## What is being asked
Count the lines of the data that have the word "none", then report the number without anything else.

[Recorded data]
____

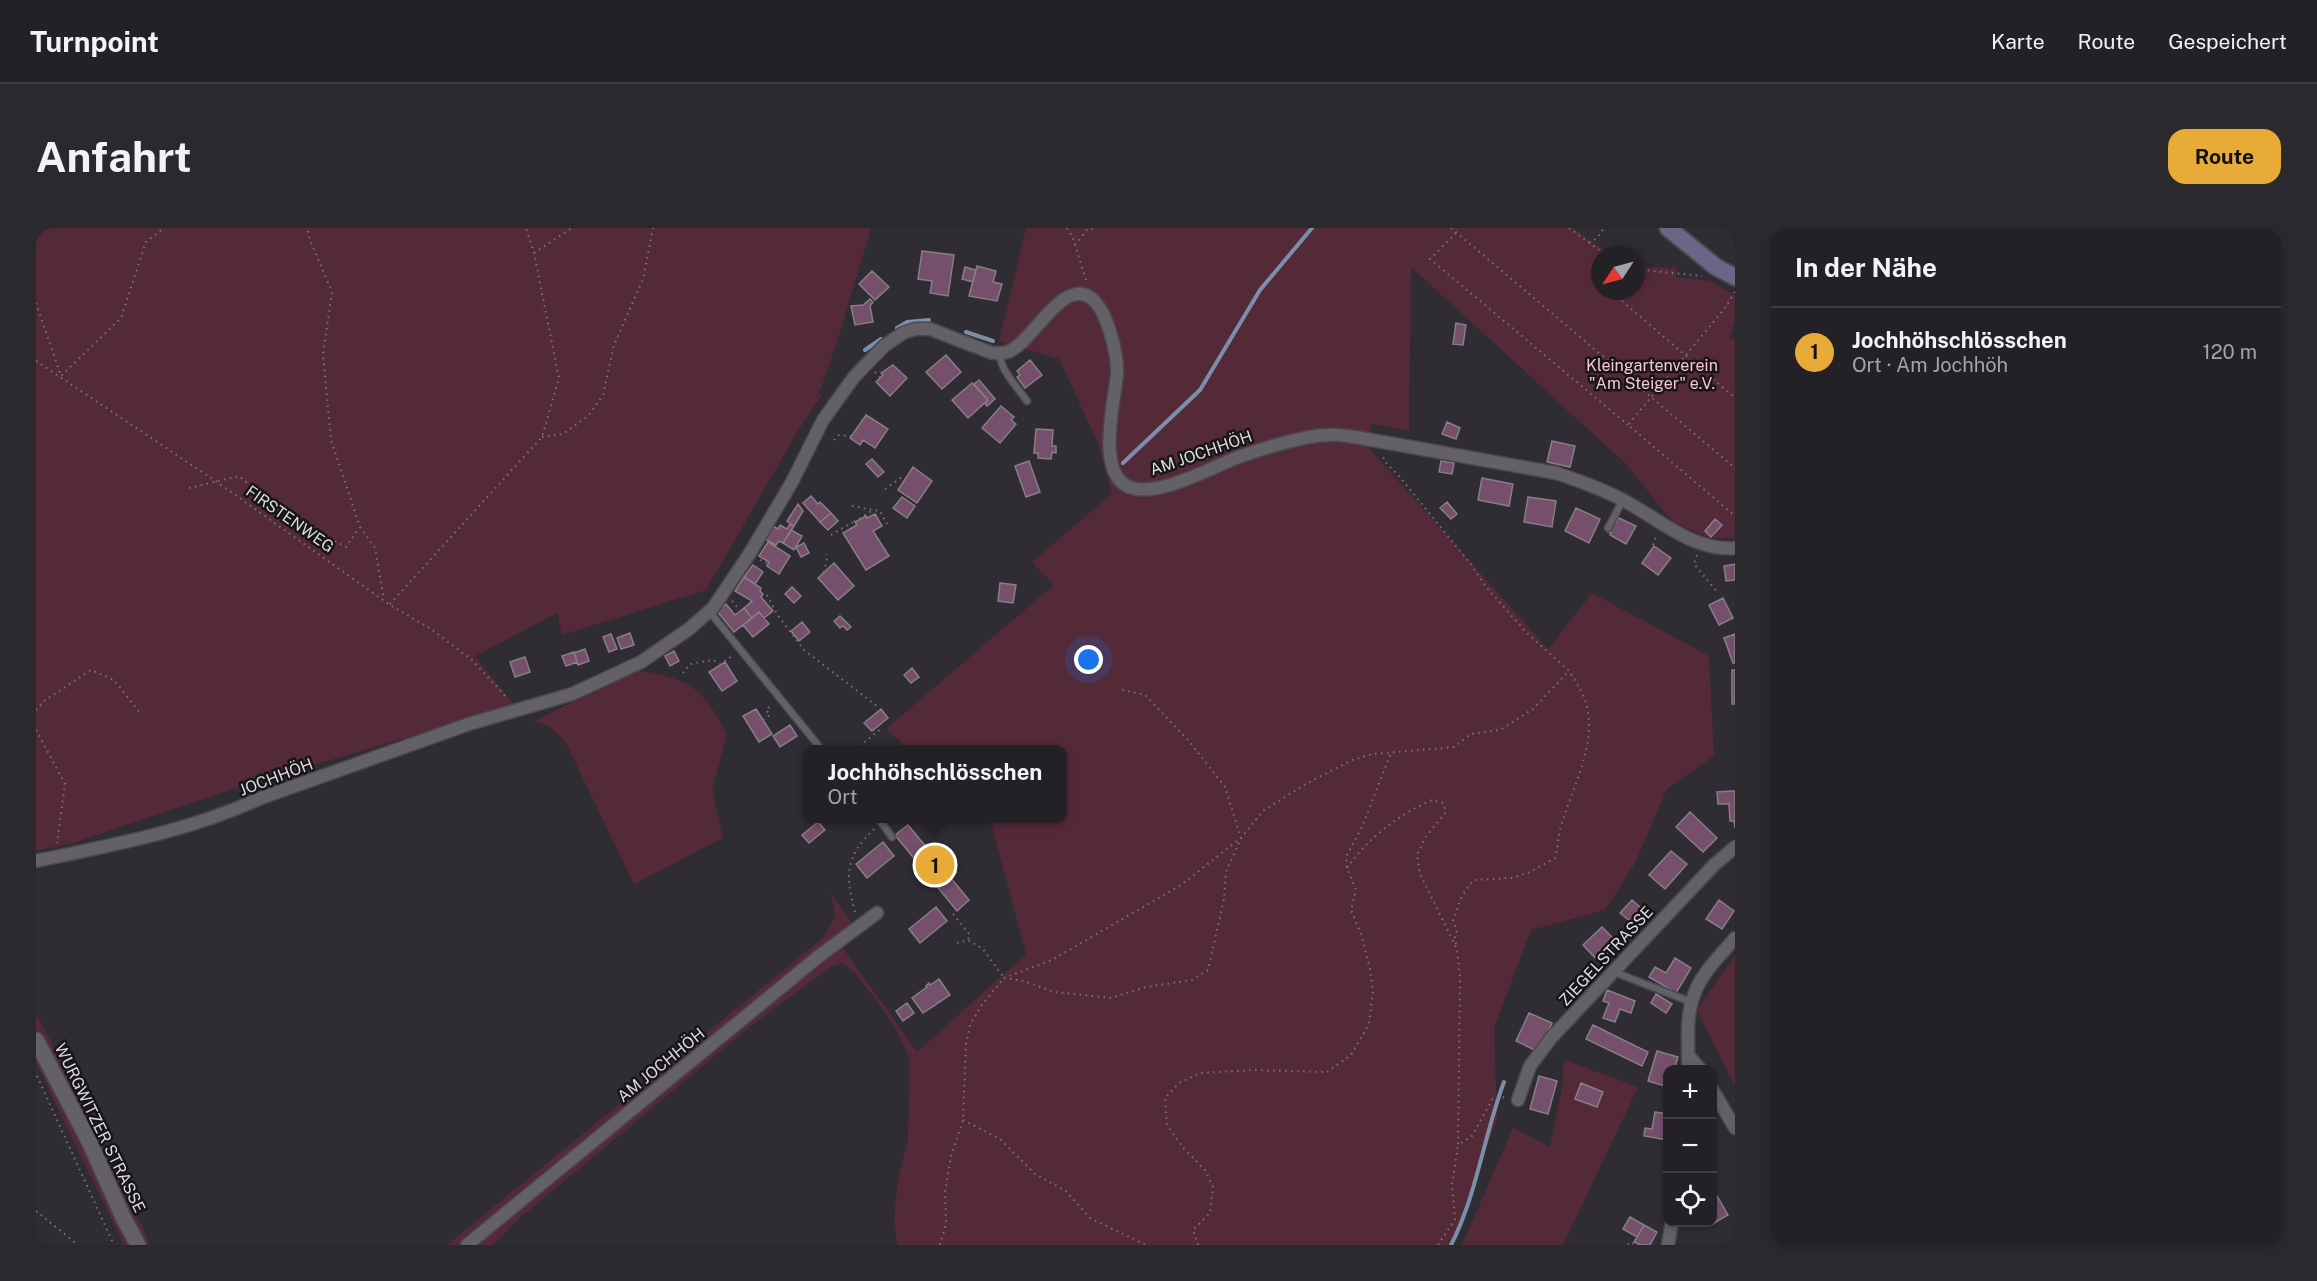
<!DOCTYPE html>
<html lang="de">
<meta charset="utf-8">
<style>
:root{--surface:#242126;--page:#2c292e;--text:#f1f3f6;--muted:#a3a3a7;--line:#413e43;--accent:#e8ab37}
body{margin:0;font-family:"Public Sans",sans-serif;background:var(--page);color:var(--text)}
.controls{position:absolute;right:18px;bottom:18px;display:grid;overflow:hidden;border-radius:12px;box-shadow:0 3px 9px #0003}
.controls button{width:54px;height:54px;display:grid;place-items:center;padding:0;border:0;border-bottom:2px solid var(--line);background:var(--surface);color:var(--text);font:30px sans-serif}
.compass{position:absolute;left:1555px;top:18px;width:54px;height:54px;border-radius:50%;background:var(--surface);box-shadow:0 3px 9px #0003;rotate:234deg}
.you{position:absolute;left:1053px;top:432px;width:21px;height:21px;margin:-15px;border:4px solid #fff;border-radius:50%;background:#1a73e8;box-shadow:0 0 0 9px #1a73e833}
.badge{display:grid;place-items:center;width:39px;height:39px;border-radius:50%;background:var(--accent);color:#111;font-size:20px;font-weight:700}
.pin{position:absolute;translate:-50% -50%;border:3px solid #fff;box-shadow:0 2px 6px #0006}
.popup{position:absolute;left:767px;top:517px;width:264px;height:78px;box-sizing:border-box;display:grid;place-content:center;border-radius:12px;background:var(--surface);filter:drop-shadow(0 2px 4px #0005);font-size:20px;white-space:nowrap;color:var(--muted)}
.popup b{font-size:22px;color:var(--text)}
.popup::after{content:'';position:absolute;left:50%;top:100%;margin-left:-12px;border:12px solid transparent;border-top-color:var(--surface)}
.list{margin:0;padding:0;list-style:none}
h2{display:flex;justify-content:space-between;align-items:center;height:78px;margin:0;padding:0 24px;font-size:26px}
h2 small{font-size:20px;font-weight:400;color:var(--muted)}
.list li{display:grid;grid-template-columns:39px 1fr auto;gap:18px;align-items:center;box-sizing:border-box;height:90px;padding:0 24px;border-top:2px solid var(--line)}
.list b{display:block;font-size:22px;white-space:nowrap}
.list p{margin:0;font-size:20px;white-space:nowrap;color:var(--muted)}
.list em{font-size:20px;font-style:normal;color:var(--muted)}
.icon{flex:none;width:33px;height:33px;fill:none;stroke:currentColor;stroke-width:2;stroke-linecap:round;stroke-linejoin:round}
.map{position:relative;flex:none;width:1699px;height:1017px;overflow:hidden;border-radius:18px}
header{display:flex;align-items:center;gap:36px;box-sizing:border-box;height:84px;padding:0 30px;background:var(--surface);border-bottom:2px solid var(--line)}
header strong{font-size:28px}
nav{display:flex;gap:33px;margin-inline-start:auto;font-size:21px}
.intro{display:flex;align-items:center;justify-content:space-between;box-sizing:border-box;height:144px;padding:0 36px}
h1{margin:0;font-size:42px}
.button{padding:15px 27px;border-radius:18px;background:var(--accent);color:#111;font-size:21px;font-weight:700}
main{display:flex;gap:36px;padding:0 36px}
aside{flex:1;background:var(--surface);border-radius:18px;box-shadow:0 3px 9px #0003}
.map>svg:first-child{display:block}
.green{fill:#552a38}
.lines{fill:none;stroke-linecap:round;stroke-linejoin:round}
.stream{stroke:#7b8eaa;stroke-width:4}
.building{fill:#764f6d;stroke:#867f84;stroke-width:1.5}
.service-casing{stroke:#4b484d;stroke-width:9}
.minor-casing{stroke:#4b484d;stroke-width:15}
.tertiary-casing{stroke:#4b484d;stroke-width:18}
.secondary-casing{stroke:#4b484d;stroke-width:20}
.path{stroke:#77747a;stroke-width:2;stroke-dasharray:1.5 4.5;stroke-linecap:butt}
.service{stroke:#646068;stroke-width:6}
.minor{stroke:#646068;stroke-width:12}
.tertiary{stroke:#646068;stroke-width:15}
.secondary{stroke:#696688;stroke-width:16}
.labels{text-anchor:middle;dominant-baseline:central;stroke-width:5;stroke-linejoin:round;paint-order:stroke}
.park-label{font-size:16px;fill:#f8c6d3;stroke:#171518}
.street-label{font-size:16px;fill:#dedbe0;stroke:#171518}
</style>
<header>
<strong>Turnpoint</strong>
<nav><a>Karte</a><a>Route</a><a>Gespeichert</a></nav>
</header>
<div class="intro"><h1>Anfahrt</h1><a class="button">Route</a></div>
<main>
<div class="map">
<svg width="1699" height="1017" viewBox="0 0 1699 1017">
<rect width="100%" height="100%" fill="#302c33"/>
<path class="green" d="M0,0h835l-33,111 -17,49 -5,9 7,-3 -24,35 -93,161 -144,45 -5,-22 -82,43 40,50 -267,78 -175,59 -37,8z
M990,0h547l38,27h-11v36h36v-24l40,1v9l35,4 24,15v25l-6,16 6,4v197h-26l-37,-17 -46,-57 -215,-197 -2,164 -37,-7 -5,22 181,203 44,-56 117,63 5,100 -47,33 -32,74 -30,47 -74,20 -37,98 3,92 -31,81 -12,44h-557l-3,-28 4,-37 10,-41 2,-80 -10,-22 -20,-32 -25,-32 -13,-10 -13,5 -78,58 -229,190 -29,29h-46l377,-308 11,-21 -4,-23 21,30 -17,14 82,115 109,-98 -34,-128 -7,-7 77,-1v-68l-153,-1 -23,-20 168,-144 -22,-23 80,-68 -14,-51 -39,-84 -60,-18z
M601,442c53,9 66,17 90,65l-15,54 11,49 -89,46 -69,-143 -16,-15 -15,-5z
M1699,727v131l-38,-76z
M0,785l35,67 56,123 14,21 9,21h-26l-88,-182z
M1528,832l74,27 -75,158h-101l51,-117 37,19 12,-58z"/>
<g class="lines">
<path class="stream" d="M861,100l10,-6 22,-2
M930,104l27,9
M829,122l16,-11
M1087,235l77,-73 60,-100 52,-62
M1415,1017c26,-51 33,-110 53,-163"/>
</g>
<path class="building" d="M886,23l32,4 -6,41 -18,-3 2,-12 -14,-2z
M941,38l19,5 -3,11 9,2 -5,17 -28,-5z
M929,39l11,3 -3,12 -11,-3z
M836,43l17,16 -14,13 -16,-16z
M834,71l3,3 -3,4 3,16 -18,3 -4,-19 12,-1z
M1420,95l10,2 -3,20 -10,-1z
M910,127l15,17 -19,17 -16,-17z
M994,132l12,15 -17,13 -8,-11 3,-2 -3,-4z
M857,137l14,13 -17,18 -14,-14 7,-7 -2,-2z
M943,152l16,19 -8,7 -2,-3 3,-3 -14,-16z
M936,155l16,17 -20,18 -16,-18z
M965,178l13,11 -3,3 5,4 -16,19 -18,-15z
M830,187l22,14 -13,19 -12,-8 -3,5 -10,-7z
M1411,194l13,6 -4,11 -14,-5z
M1000,201l17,1 -1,16h4v7l-4,-1 -1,7 -13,-1v-5h-4z
M1516,213l23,5 -5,21 -23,-5z
M836,231l12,13 -6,5 -12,-13z
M993,233l11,31 -14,5 -11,-31z
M1405,233l13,2 -2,11 -13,-2z
M877,239l19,14 -15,22 -19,-13z
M1446,250l31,6 -4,22 -31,-6z
M775,268l7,8 2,-2 11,11 -11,9 -17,-19z
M866,269l13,9 -8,12 -14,-10z
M1492,269l28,4 -4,26 -28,-5z
M1411,274l10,12 -6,5 -11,-11z
M762,276l5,7 -9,15 -7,-5z
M1540,280l24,11 -11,24 -24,-12z
M795,285l7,8 -10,9 -8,-8z
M839,286l7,12 -9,5 16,25 -23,14 -23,-37 14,-8 -2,-3 11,-6 1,2z
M1583,290l17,8 -10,18 -16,-9 1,-2 -3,-1z
M1679,291l7,6 -11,12 -6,-6z
M754,296l4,2 -11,17 -4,-2 -3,4 -11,-6 8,-13 5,3 2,-4 7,4z
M755,302l11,6 -8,14 -11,-7z
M732,314l22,14 -11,18 -12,-8 2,-4 -10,-6z
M768,315l5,10 -8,4 -5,-10z
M1618,318l17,12 -13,17 -16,-12z
M798,335l20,23 -16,14 -20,-22z
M1699,336v16l-9,1 -2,-15z
M717,337l10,7 -8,12 -11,-7z
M708,349l17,11 -1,3 3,3 -2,3 12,14 -9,7 -5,-6 -7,6 -8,-10 8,-7 -17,-10z
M964,355l16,2 -3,18 -15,-2z
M756,359l9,9 -7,7 -9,-9z
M1687,370l10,20 -14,7 -10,-20z
M690,376l9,11 9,-7 8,10 -18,14 -17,-21z
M723,384l10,12 -16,13 -10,-12z
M804,388l11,11 -4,3 -4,-4 -3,2 -6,-7z
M766,394l8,10 -11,9 -8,-10z
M594,405l4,12 -13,4 -4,-11z
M575,406l6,15 -8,3 -6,-15z
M1699,406v29h-2l-9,-25z
M549,421l4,12 -11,4 -4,-12z
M638,423l5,10 -9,5 -5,-10z
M538,424l3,10 -11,4 -4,-10z
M489,429l5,15 -15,5 -5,-15z
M689,434l12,19 -15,10 -13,-19z
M876,440l7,9 -8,6 -7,-8z
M1696,442h3v34h-3z
M720,481l16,25 -13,8 -16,-26z
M845,481l7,9 -16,13 -8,-8z
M754,497l7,11 -17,11 -7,-11z
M1696,563h3v37l-1,-7h-4l-1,-17h-11l-1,-12z
M1654,584l27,26 -14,14 -27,-25z
M782,594l7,8 -16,13 -7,-8z
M872,597l19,23 6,-5 24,29 -7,5 19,23 -12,11 -62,-76z
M847,614l11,14 -27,22 -11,-14z
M1635,623l16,13 -22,25 -16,-14z
M1596,672l15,13 -11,13 -16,-13z
M1683,672l15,11 -12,18 -16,-10z
M900,679l11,14 -27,22 -11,-14z
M1566,699l16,16 -19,19 -16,-17z
M1639,730l16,10 -15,25 -27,-16 6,-10 11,6z
M903,751l11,16 -27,18 -11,-15 15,-11 -1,-1 3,-3 1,2z
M1571,762l28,11 -4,12 -11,-4 -5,13 -12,-4 6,-15 -6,-2z
M1620,766l16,10 -6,9 -15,-10z
M871,775l7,10 -11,8 -7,-10z
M1493,785l23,10 -13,29 -23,-11z
M1557,797l55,27 -6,14 -56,-27z
M1621,823l21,6 -4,13h-6v17l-20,-6z
M1503,848l18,5 -9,33 -18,-5z
M1545,855l22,9 -6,15 -22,-8z
M1619,884l13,2v26l-24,-4 1,-8 7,1z
M1677,961l15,26 -17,10 -1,-3h2z
M1594,989l14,8 -7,12 -14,-8z
M1608,997l13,7 -7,13h-10l-6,-3z"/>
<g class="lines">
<g class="service-casing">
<path id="service" d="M964,125c-1,16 18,35 27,48
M1572,300l15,-28
M673,383l113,139
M842,590l14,19
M1578,744l77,30"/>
</g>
<g class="minor-casing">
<path id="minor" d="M0,633c76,-16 154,-30 225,-63l208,-74 103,-30 69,-32 48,-33 24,-21 37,-55 42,-71 31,-62 31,-43 30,-31 19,-13 12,-4h15l62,24c7,0 12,1 18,-2 23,-10 53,-74 81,-53 16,12 27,56 26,76 -2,26 -23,103 15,114 28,8 77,-19 104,-30 22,-8 69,-23 92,-23 9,-1 19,1 27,2l201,36c21,7 41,14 61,24 38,18 74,55 118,51
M1652,827l13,15
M1652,842c1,-25 -3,-52 6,-75 7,-22 27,-40 41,-57
M1676,861l23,39
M1482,872l12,-34 21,-28 163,-173 21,-18
M431,1017l351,-288 59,-44
M1632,1017l4,-23"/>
</g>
<g class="tertiary-casing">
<path id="tertiary" d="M0,812l53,101 34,76 15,28"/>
</g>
<g class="secondary-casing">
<path id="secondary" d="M1632,0l48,39 19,10"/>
</g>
<path class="path" d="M1031,0l6,10 14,45
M1415,0l284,240
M1533,0l37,27
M1420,5l-26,26 198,166
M1553,15l8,-5 7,-10
M1039,17l12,-15 7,-2
M498,25l38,-25
M1600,41l66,7
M1699,64l-10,16 -97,117 107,91
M1586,73l113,97
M0,75l25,73 60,-58 25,-76 18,-14
M0,133l181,121 173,123 41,24 41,31 36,39
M839,144l5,5 1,-2
M506,209l21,-3 25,-18 15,-21 11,-50 29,-66 10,-51
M798,212l5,-5 13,1
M153,260l50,-12 47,40 60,31 14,-20 -29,-87 -8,-86 9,-62 -22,-52 -3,-12
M849,261l17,-12 4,1
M816,278l28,5 7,13
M820,298l-3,-4 19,-11
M324,299l15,21 9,51
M795,307l22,-13
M1617,317l4,-11
M1661,327l-3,9 24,29
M724,332l8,4
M788,344l3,-13 -1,-5
M731,367l10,19 27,36 74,57
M696,373l6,7
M354,376l152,-167 17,-59 -25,-125 -8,-25
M647,445l7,-9 23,-4 7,4 14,-9
M0,482l8,-9 47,-31 23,10 26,33
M727,492l7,-5 -4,-5 5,-5
M0,502l29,54 -8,59
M819,522l27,-22
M1311,640c21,-30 52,-54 85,-68l11,3 3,9 -21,26 -8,17 3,19 37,75 3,29 -2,167 14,-9 21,-38 13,-1
M819,684c-10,-38 -10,-55 20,-84
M917,686l17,21 -2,5
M921,715l11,-3 15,9 21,29
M1420,716l-1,-7 2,-7 -4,-10 9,-24 11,-16 39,-2 18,-6 25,-14c3,-10 3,-21 6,-32 11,-38 38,-85 24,-126 -4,-11 -10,-19 -16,-29
M968,750l20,3 30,11 57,6 35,-11 46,-7 16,-10 16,-71 2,-27 15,-34 22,-27 41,-26 48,-25 21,-6 81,-7 17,-13 29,-4 33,-21 36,-38 -42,-38 -41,-46 -16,-24 -71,-87 -14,-14 -3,-8
M1,848l77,169
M927,892l37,19 35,35 31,17 24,27 56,27
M0,983l42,34
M904,1017l6,-21 -1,-32 6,-36 12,-36 3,-76 4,-19 11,-19 23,-28 48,-18 129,-75 60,-47 -16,-51 -36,-46 -44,-46 -26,-6
M1162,1017l-5,-15 17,-17 3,-26 -8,-17 -21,-21 -17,-24 -2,-27 14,-15 21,-10 53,-3 74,2 24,-17 18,-31 4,-33 -3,-22 -9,-35 -10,-24 5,-20 -9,-22 -1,-11 16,-30 29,-74
M1402,1017l17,-26 -3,-34 6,-40
M1592,1017l2,-3 6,3"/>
<use href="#service" class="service"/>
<use href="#minor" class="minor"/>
<use href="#tertiary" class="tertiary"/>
<use href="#secondary" class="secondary"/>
</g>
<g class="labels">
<g class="park-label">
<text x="1616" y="137">Kleingartenverein<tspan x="1616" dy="18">"Am Steiger" e.V.</tspan></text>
</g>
<g class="street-label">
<text transform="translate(1165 225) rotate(-19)">AM JOCHHÖH</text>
<text transform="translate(254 291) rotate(35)">FIRSTENWEG</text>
<text transform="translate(240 549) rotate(-21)">JOCHHÖH</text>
<text transform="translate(1570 728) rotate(-47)">ZIEGELSTRASSE</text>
<text transform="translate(625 837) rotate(-39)">AM JOCHHÖH</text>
<text transform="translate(64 900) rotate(64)">WURGWITZER STRASSE</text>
</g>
</g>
</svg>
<div class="controls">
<button>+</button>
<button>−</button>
<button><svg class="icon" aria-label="locate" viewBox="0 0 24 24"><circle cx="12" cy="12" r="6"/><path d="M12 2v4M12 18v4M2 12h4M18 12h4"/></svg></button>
</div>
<svg class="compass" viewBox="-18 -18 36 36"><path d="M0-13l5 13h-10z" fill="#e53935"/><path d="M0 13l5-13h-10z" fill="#a3a3a7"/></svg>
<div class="you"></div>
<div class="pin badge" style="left:899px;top:637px">1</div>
<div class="popup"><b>Jochhöhschlösschen</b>Ort</div>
</div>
<aside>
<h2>In der Nähe<small></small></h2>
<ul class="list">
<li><span class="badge">1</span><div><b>Jochhöhschlösschen</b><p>Ort · Am Jochhöh</p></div><em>120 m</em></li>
</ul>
</aside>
</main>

____

## Task solution
4